What the exercise asks:
Find the lines holding the string "button" in the data, then copy all of them.

[Stored entries]
++++++
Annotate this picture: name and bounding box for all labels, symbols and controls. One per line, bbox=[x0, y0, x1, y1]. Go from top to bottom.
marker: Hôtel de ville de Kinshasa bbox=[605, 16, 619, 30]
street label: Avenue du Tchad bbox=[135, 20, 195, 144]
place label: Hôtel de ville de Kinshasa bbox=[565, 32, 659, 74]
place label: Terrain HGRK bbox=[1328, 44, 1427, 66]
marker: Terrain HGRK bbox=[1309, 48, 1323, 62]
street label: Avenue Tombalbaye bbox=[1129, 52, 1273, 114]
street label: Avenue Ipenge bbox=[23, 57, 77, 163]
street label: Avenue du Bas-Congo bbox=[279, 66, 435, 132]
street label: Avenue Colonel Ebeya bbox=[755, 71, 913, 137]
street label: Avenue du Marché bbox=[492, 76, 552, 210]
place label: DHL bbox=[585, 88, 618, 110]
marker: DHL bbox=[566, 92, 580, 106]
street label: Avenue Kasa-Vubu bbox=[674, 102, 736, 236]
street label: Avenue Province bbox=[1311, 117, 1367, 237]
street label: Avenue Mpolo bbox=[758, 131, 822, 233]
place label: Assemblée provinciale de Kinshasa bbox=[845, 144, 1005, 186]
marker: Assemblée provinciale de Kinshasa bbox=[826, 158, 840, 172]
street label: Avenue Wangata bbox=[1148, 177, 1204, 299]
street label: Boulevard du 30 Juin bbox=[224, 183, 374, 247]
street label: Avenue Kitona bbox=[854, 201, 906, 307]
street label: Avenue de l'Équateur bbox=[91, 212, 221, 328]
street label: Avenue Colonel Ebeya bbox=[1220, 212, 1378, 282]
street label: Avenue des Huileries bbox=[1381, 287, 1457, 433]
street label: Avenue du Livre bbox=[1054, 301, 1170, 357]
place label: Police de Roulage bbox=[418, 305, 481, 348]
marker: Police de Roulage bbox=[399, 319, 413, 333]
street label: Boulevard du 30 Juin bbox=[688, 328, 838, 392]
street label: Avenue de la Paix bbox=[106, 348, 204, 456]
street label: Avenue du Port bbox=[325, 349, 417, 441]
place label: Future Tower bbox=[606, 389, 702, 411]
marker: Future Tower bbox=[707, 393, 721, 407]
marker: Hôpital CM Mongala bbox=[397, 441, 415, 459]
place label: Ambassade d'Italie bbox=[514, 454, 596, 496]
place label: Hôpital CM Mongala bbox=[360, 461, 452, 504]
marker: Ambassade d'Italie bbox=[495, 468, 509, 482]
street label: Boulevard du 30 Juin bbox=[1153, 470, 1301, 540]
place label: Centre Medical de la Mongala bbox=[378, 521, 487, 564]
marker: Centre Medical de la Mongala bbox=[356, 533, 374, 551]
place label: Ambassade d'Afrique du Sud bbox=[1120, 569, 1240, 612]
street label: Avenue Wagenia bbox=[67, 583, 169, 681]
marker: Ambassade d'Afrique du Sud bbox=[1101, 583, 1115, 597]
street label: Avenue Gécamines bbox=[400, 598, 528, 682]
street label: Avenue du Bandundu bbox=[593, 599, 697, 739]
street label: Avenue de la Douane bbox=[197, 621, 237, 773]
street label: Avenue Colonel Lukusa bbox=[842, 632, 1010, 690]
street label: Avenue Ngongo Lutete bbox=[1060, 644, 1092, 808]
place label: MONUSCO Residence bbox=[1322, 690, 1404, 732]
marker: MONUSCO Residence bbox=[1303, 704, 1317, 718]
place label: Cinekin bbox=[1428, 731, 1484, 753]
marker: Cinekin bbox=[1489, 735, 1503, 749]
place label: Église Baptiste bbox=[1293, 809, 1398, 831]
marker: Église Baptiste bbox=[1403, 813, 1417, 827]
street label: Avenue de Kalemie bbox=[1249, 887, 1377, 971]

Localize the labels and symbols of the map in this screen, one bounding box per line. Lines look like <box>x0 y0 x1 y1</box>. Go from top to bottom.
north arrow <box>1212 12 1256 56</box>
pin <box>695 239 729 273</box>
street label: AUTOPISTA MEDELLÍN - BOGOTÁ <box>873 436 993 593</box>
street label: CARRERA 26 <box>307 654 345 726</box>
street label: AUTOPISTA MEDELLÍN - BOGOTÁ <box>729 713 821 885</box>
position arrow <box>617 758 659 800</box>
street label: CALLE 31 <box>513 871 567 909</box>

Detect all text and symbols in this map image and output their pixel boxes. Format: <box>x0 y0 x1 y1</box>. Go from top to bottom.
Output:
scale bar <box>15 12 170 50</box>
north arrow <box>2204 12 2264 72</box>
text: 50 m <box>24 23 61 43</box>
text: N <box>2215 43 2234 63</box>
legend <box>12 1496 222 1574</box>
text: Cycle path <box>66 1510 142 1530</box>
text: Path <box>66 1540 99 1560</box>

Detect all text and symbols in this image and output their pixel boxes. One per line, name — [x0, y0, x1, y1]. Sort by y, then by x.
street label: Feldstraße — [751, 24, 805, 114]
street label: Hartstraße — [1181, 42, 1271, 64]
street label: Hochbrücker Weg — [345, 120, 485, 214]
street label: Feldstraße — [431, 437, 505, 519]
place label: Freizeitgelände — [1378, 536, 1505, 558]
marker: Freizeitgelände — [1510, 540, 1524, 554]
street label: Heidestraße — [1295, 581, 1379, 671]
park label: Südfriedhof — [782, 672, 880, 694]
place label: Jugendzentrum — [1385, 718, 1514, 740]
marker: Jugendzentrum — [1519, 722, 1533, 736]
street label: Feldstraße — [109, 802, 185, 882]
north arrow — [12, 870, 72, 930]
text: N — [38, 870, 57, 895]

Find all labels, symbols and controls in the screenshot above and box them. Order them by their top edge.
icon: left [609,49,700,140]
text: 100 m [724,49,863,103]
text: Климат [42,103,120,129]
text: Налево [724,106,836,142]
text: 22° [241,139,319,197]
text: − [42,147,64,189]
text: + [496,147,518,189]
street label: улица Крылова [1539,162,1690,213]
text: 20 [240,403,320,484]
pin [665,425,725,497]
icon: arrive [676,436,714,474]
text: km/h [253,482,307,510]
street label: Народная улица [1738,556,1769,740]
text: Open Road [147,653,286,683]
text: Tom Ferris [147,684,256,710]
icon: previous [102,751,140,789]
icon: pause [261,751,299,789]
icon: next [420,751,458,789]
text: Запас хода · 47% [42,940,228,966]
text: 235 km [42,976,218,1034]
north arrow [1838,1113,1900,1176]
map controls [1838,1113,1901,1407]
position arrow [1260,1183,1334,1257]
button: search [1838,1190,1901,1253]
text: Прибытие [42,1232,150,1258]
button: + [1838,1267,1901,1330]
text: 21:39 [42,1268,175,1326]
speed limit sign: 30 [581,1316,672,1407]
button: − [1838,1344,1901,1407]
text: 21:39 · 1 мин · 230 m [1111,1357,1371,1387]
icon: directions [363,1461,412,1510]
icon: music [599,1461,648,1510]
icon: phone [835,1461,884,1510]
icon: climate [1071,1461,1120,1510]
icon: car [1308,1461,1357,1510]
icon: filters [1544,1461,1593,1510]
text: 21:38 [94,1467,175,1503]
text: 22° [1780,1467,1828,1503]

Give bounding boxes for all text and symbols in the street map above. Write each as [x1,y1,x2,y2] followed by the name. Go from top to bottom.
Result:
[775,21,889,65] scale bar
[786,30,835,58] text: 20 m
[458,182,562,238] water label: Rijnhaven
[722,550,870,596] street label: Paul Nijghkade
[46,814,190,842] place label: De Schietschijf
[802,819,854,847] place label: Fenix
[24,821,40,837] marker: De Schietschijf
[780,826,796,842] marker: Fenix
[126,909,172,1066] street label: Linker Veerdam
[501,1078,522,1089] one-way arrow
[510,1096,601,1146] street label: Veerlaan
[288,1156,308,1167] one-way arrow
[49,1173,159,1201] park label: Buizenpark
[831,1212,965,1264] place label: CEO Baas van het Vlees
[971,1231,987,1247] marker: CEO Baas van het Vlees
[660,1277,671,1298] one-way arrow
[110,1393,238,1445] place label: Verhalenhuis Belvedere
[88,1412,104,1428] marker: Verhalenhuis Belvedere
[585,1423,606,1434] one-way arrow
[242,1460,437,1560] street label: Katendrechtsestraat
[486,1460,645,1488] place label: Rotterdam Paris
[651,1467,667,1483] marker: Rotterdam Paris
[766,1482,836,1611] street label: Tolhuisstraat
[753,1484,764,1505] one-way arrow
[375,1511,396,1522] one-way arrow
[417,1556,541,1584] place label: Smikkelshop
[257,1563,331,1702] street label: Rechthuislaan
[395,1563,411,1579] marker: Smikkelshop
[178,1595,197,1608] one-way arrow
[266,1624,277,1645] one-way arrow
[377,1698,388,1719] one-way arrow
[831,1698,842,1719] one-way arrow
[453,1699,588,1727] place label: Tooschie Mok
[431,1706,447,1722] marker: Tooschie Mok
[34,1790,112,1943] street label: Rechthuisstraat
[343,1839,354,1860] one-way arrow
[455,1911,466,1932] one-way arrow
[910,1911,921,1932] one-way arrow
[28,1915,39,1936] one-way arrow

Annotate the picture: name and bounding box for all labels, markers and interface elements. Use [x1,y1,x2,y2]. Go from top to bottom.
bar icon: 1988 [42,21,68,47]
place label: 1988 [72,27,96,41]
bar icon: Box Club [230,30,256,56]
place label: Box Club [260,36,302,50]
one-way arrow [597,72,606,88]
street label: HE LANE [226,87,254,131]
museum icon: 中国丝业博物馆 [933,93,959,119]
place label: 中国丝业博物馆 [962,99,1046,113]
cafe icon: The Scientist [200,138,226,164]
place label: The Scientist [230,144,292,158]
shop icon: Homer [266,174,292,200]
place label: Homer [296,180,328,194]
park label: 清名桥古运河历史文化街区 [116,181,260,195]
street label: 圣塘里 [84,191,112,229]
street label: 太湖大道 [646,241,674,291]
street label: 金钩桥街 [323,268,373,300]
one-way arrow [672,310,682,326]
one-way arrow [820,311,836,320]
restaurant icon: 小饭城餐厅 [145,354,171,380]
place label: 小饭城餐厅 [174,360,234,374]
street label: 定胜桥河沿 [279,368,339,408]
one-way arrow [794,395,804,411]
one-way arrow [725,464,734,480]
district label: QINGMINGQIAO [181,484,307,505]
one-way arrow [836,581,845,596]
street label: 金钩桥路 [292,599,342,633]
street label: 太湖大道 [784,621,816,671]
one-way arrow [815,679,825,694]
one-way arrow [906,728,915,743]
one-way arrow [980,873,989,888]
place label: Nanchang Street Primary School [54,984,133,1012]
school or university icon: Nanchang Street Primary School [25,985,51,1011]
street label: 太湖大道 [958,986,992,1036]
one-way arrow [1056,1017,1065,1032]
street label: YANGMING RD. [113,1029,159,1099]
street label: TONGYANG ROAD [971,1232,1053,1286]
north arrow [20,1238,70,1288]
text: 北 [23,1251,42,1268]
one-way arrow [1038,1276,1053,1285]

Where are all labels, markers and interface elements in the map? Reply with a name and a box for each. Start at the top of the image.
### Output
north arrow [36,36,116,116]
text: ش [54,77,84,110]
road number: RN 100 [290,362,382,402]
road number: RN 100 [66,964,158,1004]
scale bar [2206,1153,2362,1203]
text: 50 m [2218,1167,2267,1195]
++++++
Your response:
button: search [1838,1190,1901,1253]
button: + [1838,1267,1901,1330]
button: − [1838,1344,1901,1407]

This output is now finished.